/ domingo 6 de septiembre de 2020

José María Arreola musicaliza el desencanto

"Vivimos en un mundo que te obliga a estar feliz todo el tiempo", dice el nieto de Juan José Arreola

A la gente no le gusta la verdad, está bien estar deprimido y a Dios hay que bajarlo del pedestal divino. Las ideas de José María Arreola, ciertamente, no son las más populares. Menos en un mundo que condena el pesimismo y juzga a quienes se dan la libertad de decir: “Estoy mal y el mundo es una mierda”.

Arreola al fin, el músico y ex integrante de La Barranca y San Pascualito Rey está acostumbrado a hablar mucho, quizás demás, sobre los asuntos que atañen las contradicciones de su existencia.

“Hablar de más es un tema que tiene toda la familia Arreola. Crecimos en un ambiente donde debías arrebatar la palabra; si no lo hacías, te condenaban al silencio”, cuenta en entrevista el nieto de Juan José Arreola —uno de los escritores mexicanos más reconocidos del siglo XX—, con motivo del lanzamiento de su más reciente álbum, Hielo (2020).

Este disco—que ya está disponible en Spotify y en la web hielo.site—, se inscribe en lo que Arreola llama “poemas expansivos”. Y habla justamente sobre ese “mundo de mierda” donde la vanidad y el dinero rigen los valores humanos por sobre todas las cosas, explica.

“Hielo es un disco que habla sobre un mundo de distancias absolutas, frialdad y desconexión emocional en el colectivo.
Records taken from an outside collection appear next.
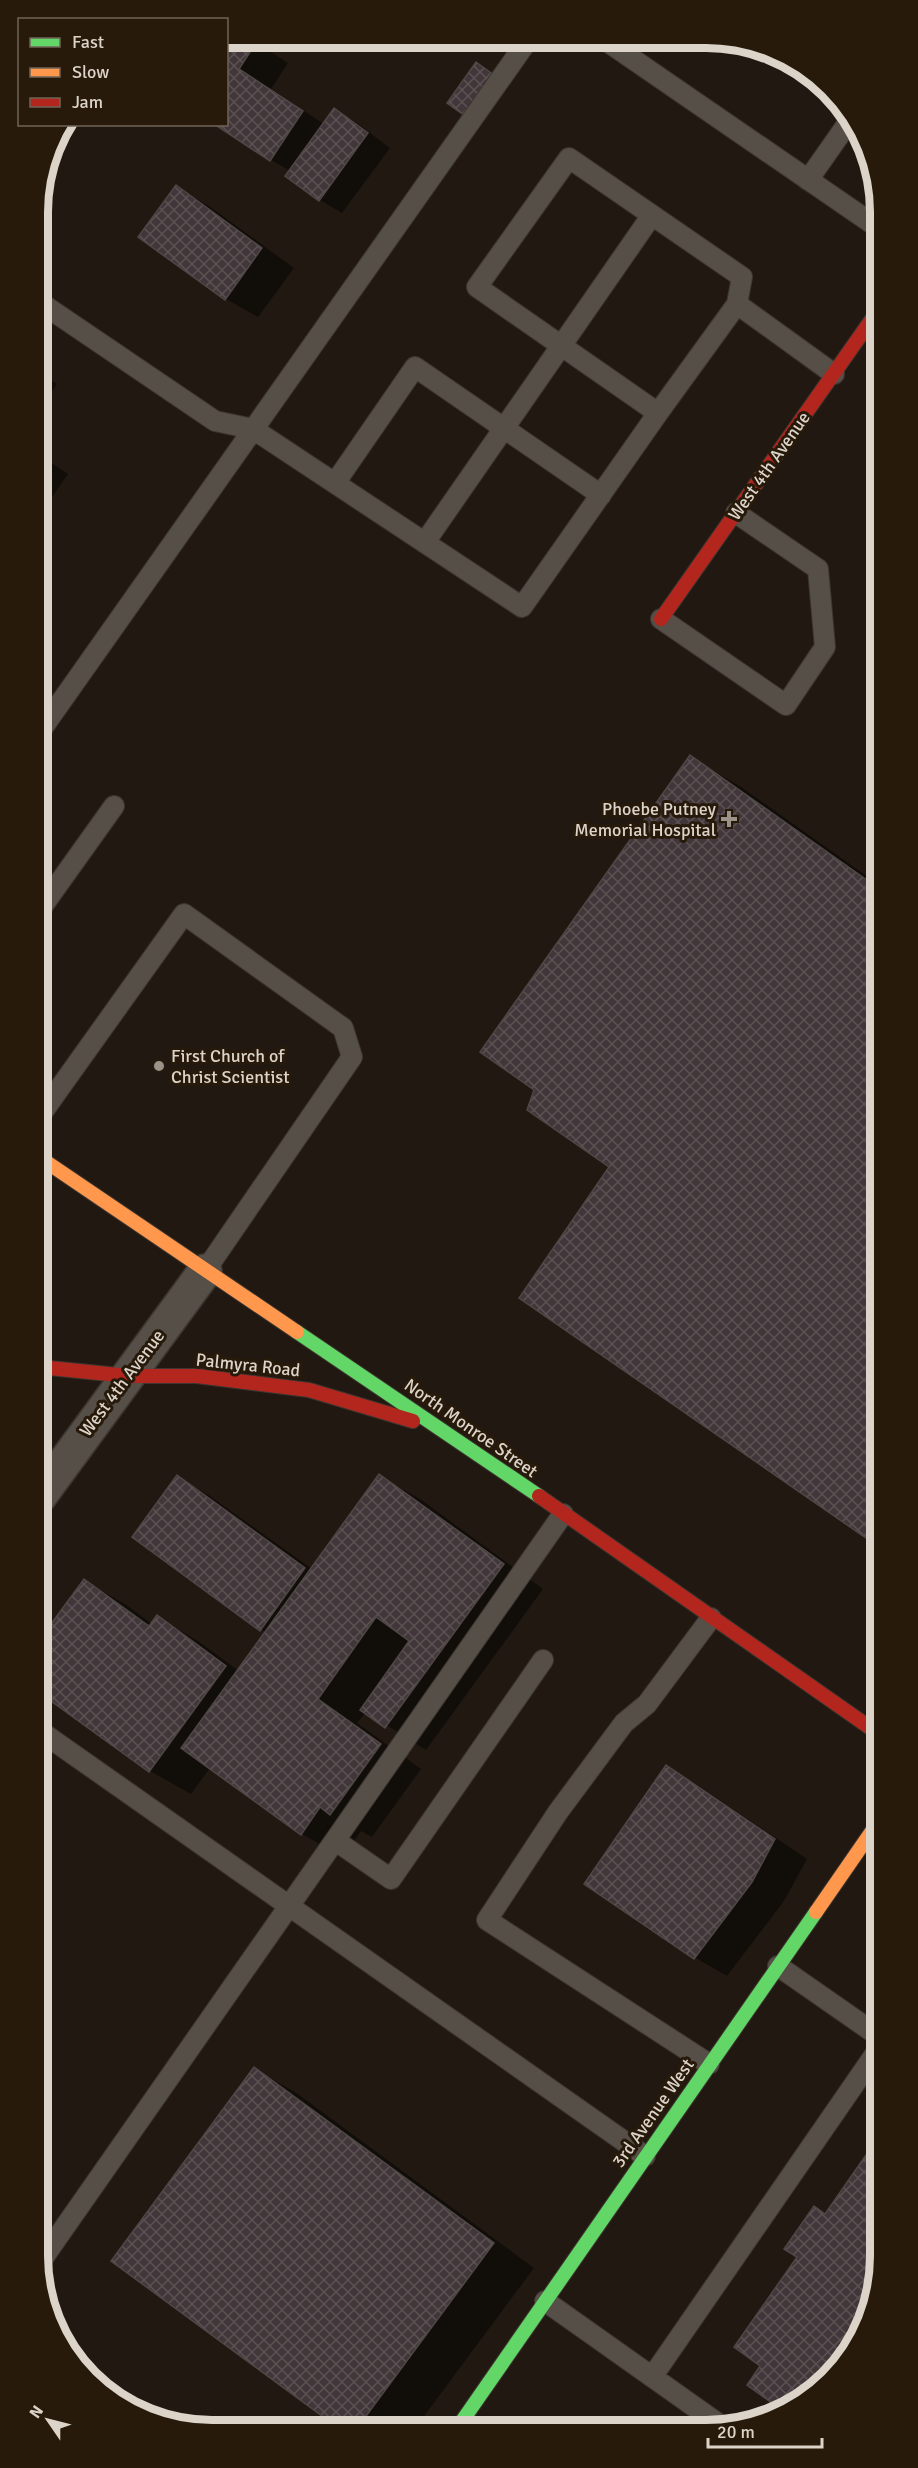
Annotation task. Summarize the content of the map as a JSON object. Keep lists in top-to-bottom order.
{
  "streets": {
    "street": [
      "West 4th Avenue",
      "Palmyra Road",
      "North Monroe Street",
      "3rd Avenue West"
    ]
  },
  "crossings": [
    ["West 4th Avenue", "Palmyra Road"],
    ["West 4th Avenue", "North Monroe Street"],
    ["Palmyra Road", "North Monroe Street"]
  ],
  "places": {
    "health": ["Phoebe Putney Memorial Hospital"],
    "other": ["First Church of Christ Scientist"]
  },
  "legend": ["Fast", "Slow", "Jam"],
  "scale_bar": "20 m",
  "north": "top left"
}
Es, también, una denuncia de esa sociedad individualista que tiene una sumisión terrible hacia el like y la aprobación de las redes sociales”, explica el compositor sobre esta producción, en la que también participaron su hermano Alonso Arreola (La Barranca, Monocordio), Alfonso André (Caifanes, Jaguares), Alejandro Otaola (Santa Sabina, La Barranca), Andrés Loewe, Lari Ruiz Velasco, Raúl Vizzi y Jairo Guerrero.

A lo largo de los seis tracks que conforman el álbum, se escuchan versos recitados mientras suceden texturas sonoras que remontan a pasajes oscuros, muy similares a los que, por mera casualidad, vive el mundo en estos momentos debido a la pandemia.
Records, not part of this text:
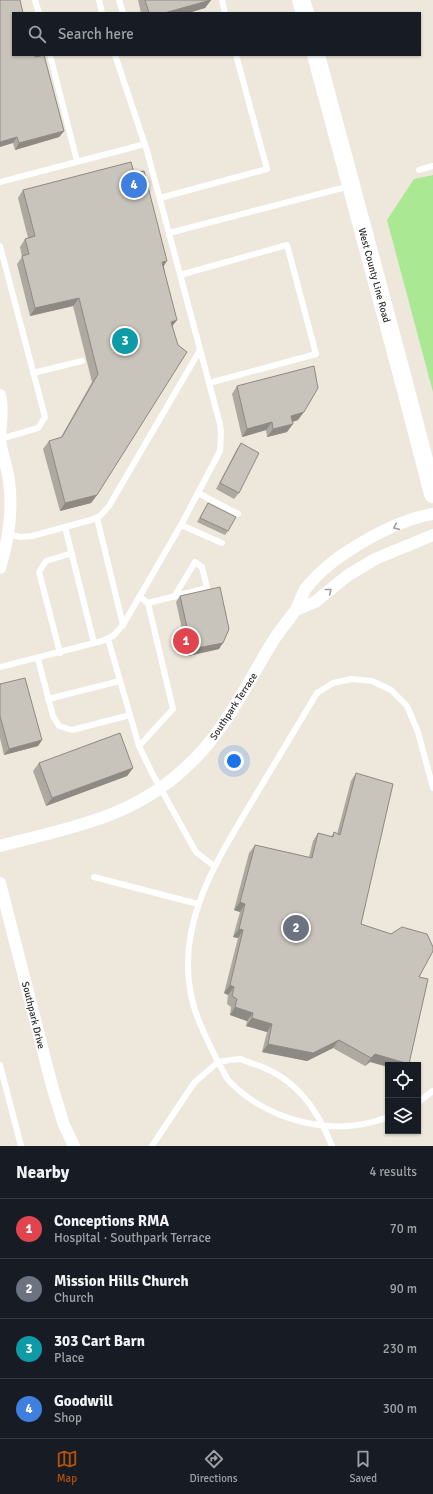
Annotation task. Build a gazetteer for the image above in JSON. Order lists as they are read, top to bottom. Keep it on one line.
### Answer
{"streets":{"main road":["West County Line Road"],"street":["Southpark Terrace","Southpark Drive"]},"page":{"search":"Search here","pins":["4","3","1","2"],"heading":["Nearby","4 results"],"list":[{"mark":"1","name":"Conceptions RMA","note":"Hospital · Southpark Terrace","value":"70 m"},{"mark":"2","name":"Mission Hills Church","note":"Church","value":"90 m"},{"mark":"3","name":"303 Cart Barn","note":"Place","value":"230 m"},{"mark":"4","name":"Goodwill","note":"Shop","value":"300 m"}],"nav":["Map","Directions","Saved"]}}
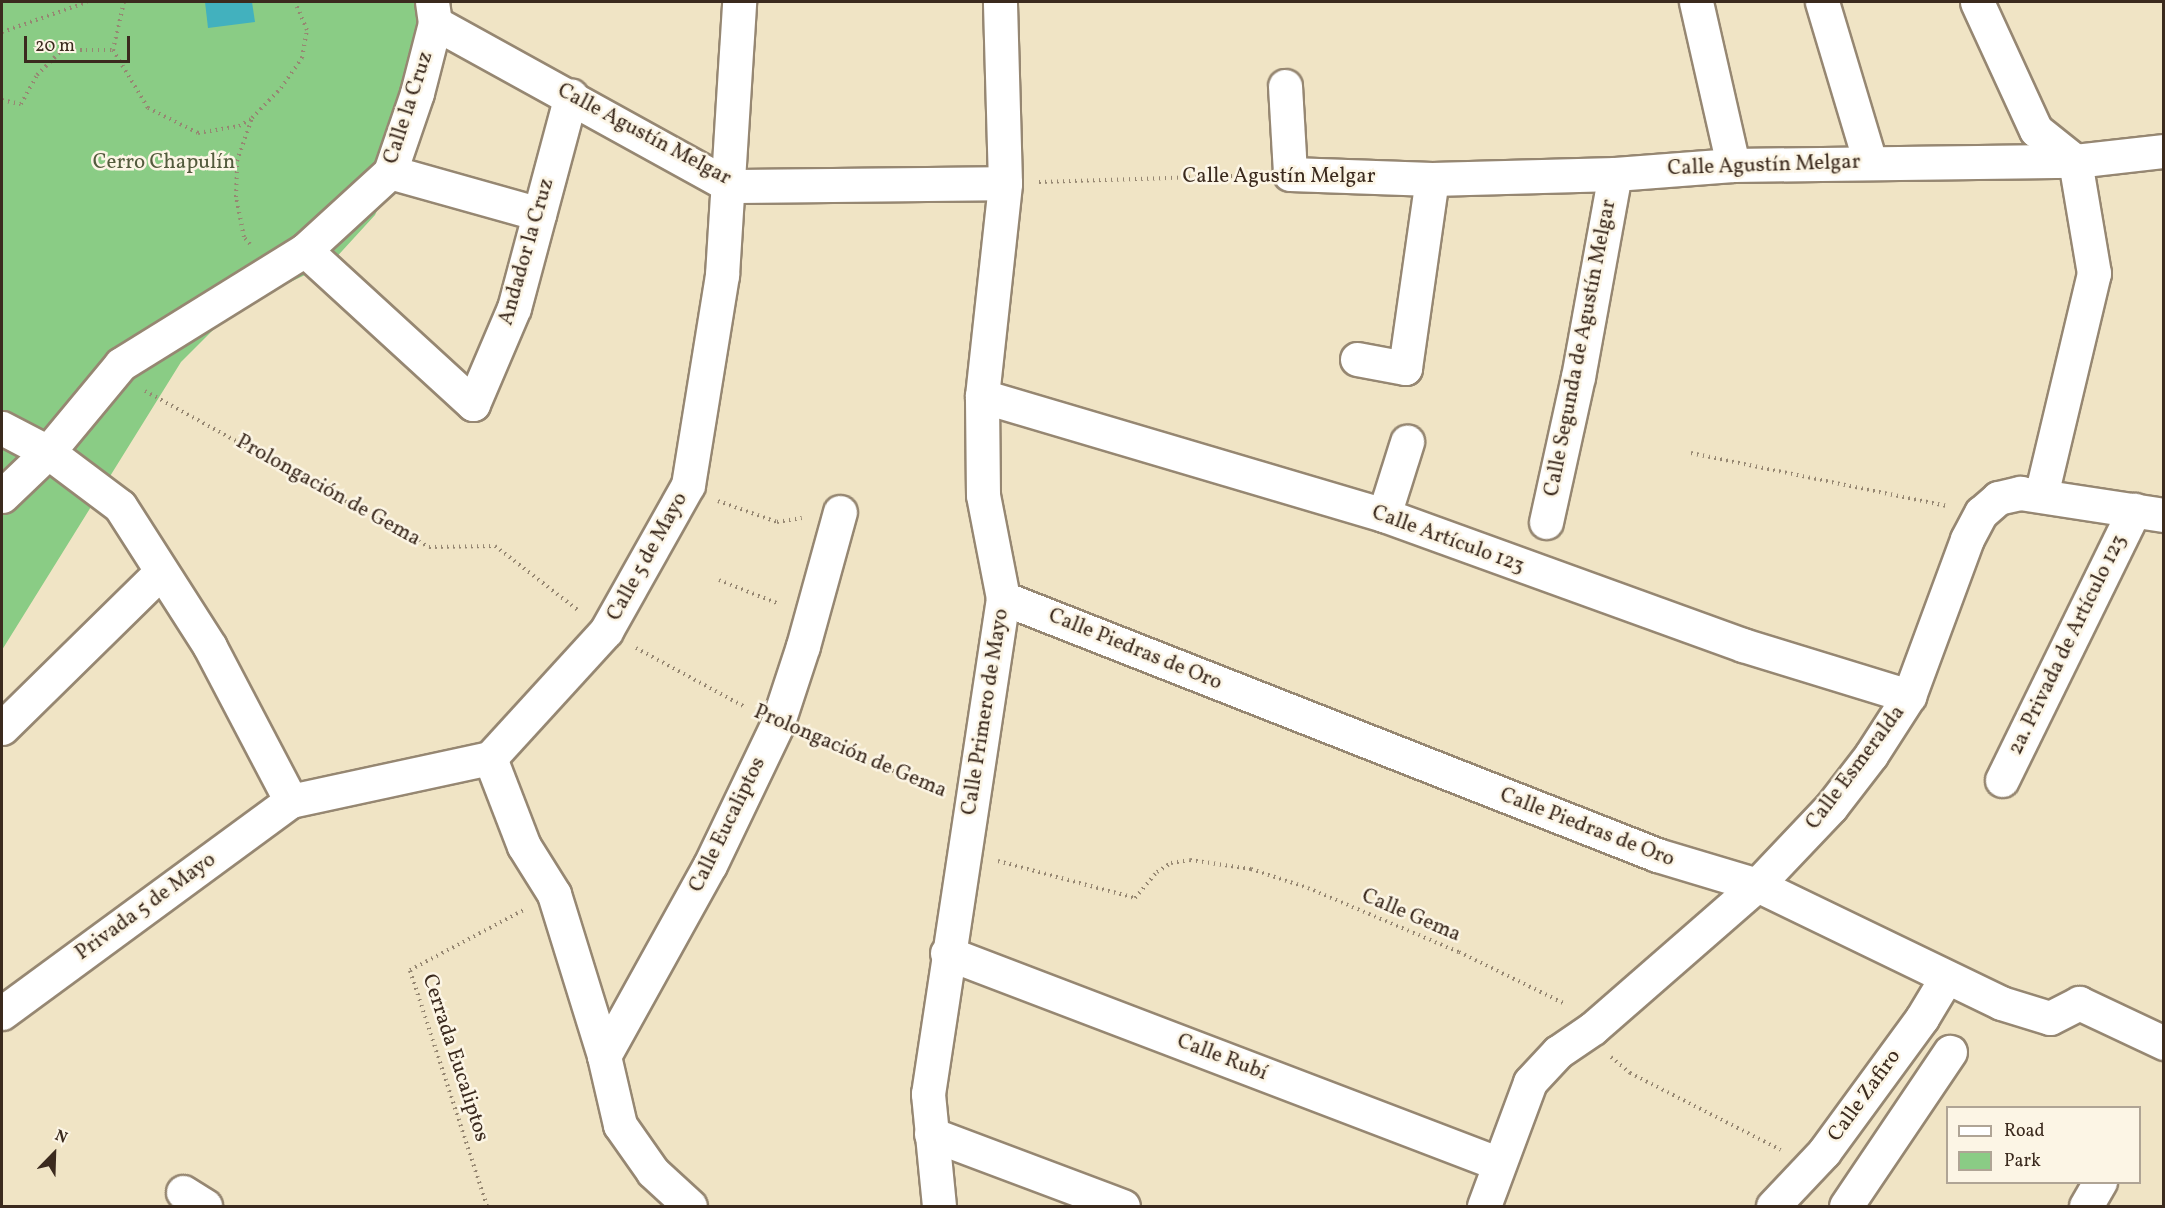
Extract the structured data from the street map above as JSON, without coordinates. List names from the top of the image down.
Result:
{
  "streets": {
    "street": [
      "Calle la Cruz",
      "Calle Agustín Melgar",
      "Andador la Cruz",
      "Calle Segunda de Agustín Melgar",
      "Calle Artículo 123",
      "Calle 5 de Mayo",
      "2a. Privada de Artículo 123",
      "Calle Piedras de Oro",
      "Calle Primero de Mayo",
      "Calle Esmeralda",
      "Calle Eucaliptos",
      "Privada 5 de Mayo",
      "Calle Rubí",
      "Calle Zafiro"
    ],
    "path": ["Prolongación de Gema", "Calle Gema", "Cerrada Eucaliptos"]
  },
  "crossings": [
    ["Calle la Cruz", "Calle Agustín Melgar"],
    ["Calle la Cruz", "Andador la Cruz"],
    ["Calle Agustín Melgar", "Andador la Cruz"],
    ["Calle Agustín Melgar", "Calle Segunda de Agustín Melgar"],
    ["Calle Agustín Melgar", "Calle 5 de Mayo"],
    ["Calle Agustín Melgar", "Calle Primero de Mayo"],
    ["Prolongación de Gema", "Calle 5 de Mayo"],
    ["Prolongación de Gema", "Calle Primero de Mayo"],
    ["Prolongación de Gema", "Calle Eucaliptos"],
    ["Calle Artículo 123", "Calle Primero de Mayo"],
    ["Calle Artículo 123", "Calle Esmeralda"],
    ["Calle Piedras de Oro", "Calle Primero de Mayo"],
    ["Calle Piedras de Oro", "Calle Esmeralda"],
    ["Calle Piedras de Oro", "Calle Zafiro"],
    ["Calle Primero de Mayo", "Calle Gema"],
    ["Calle Primero de Mayo", "Calle Rubí"],
    ["Calle Esmeralda", "Calle Gema"],
    ["Calle Esmeralda", "Calle Rubí"],
    ["Calle Gema", "Calle Zafiro"]
  ],
  "parks": ["Cerro Chapulín"],
  "legend": ["Road", "Park"],
  "scale_bar": "20 m",
  "north": "top right"
}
Para este proyecto, Chema Arreola se alejó de su instrumento preferido: la batería. Su idea es realizar un espectáculo unipersonal, de unos 45 minutos, en el que pueda interactuar con el público desde otra perspectiva: la del poeta que canta su obra. Pero si la crisis sanitaria no lo permite, dice, podría materializar su trabajo en una pieza cinematográfica o en una instalación sonora.
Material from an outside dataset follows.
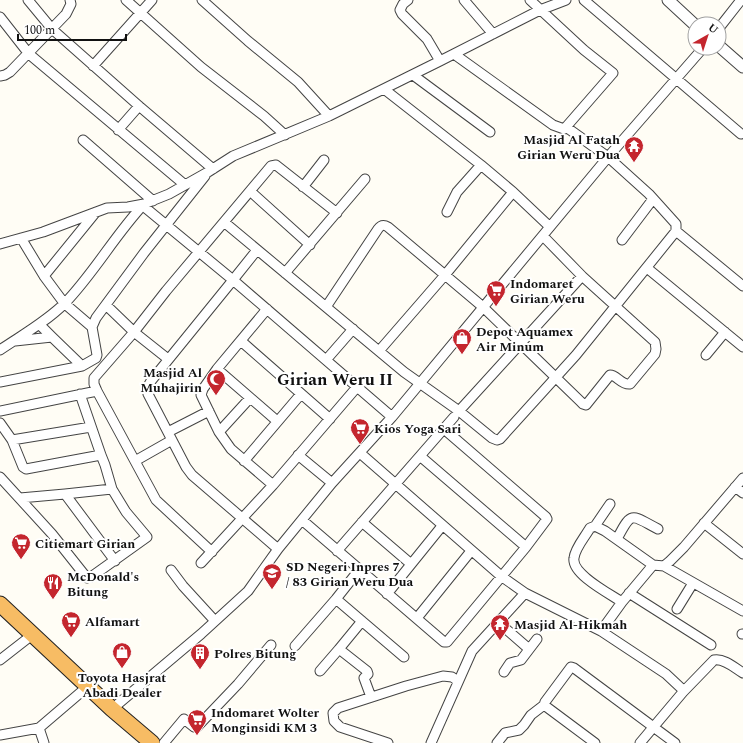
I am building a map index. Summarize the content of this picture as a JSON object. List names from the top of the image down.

Físicamente, habrá una edición especial de 300 piezas firmadas y al cuidado de La Hoja Doblada, editorial comunitaria de Tepoztlán dedicada a la producción de objetos literarios. Así, Hielo se desdoblará en las manos de quien lo compre para convertirse en un póster de 60 X 45 cm.

Profundo creyente de la literatura extendida, Arreola está convencido de que todo libro que se sale de la biblioteca es un acto rebelde. Aunque admite que en su nuevo álbum hay un acto aún más transgresor: desnudarse. “Lo más rebelde que hice en Hielo fue reclamarle a Dios, porque yo intuyo que Dios es una emoción. Entonces lo bajé al suelo, lo encaré y le hablé sobre las cosas que pasan: el consumo de químicos, de pastillas y de teléfonos. Hablé sobre la banalidad de las cosas materiales, la incesante búsqueda de aprobación y la necesidad de estar atados a una realidad virtual que cada vez resulta más aparatosa”.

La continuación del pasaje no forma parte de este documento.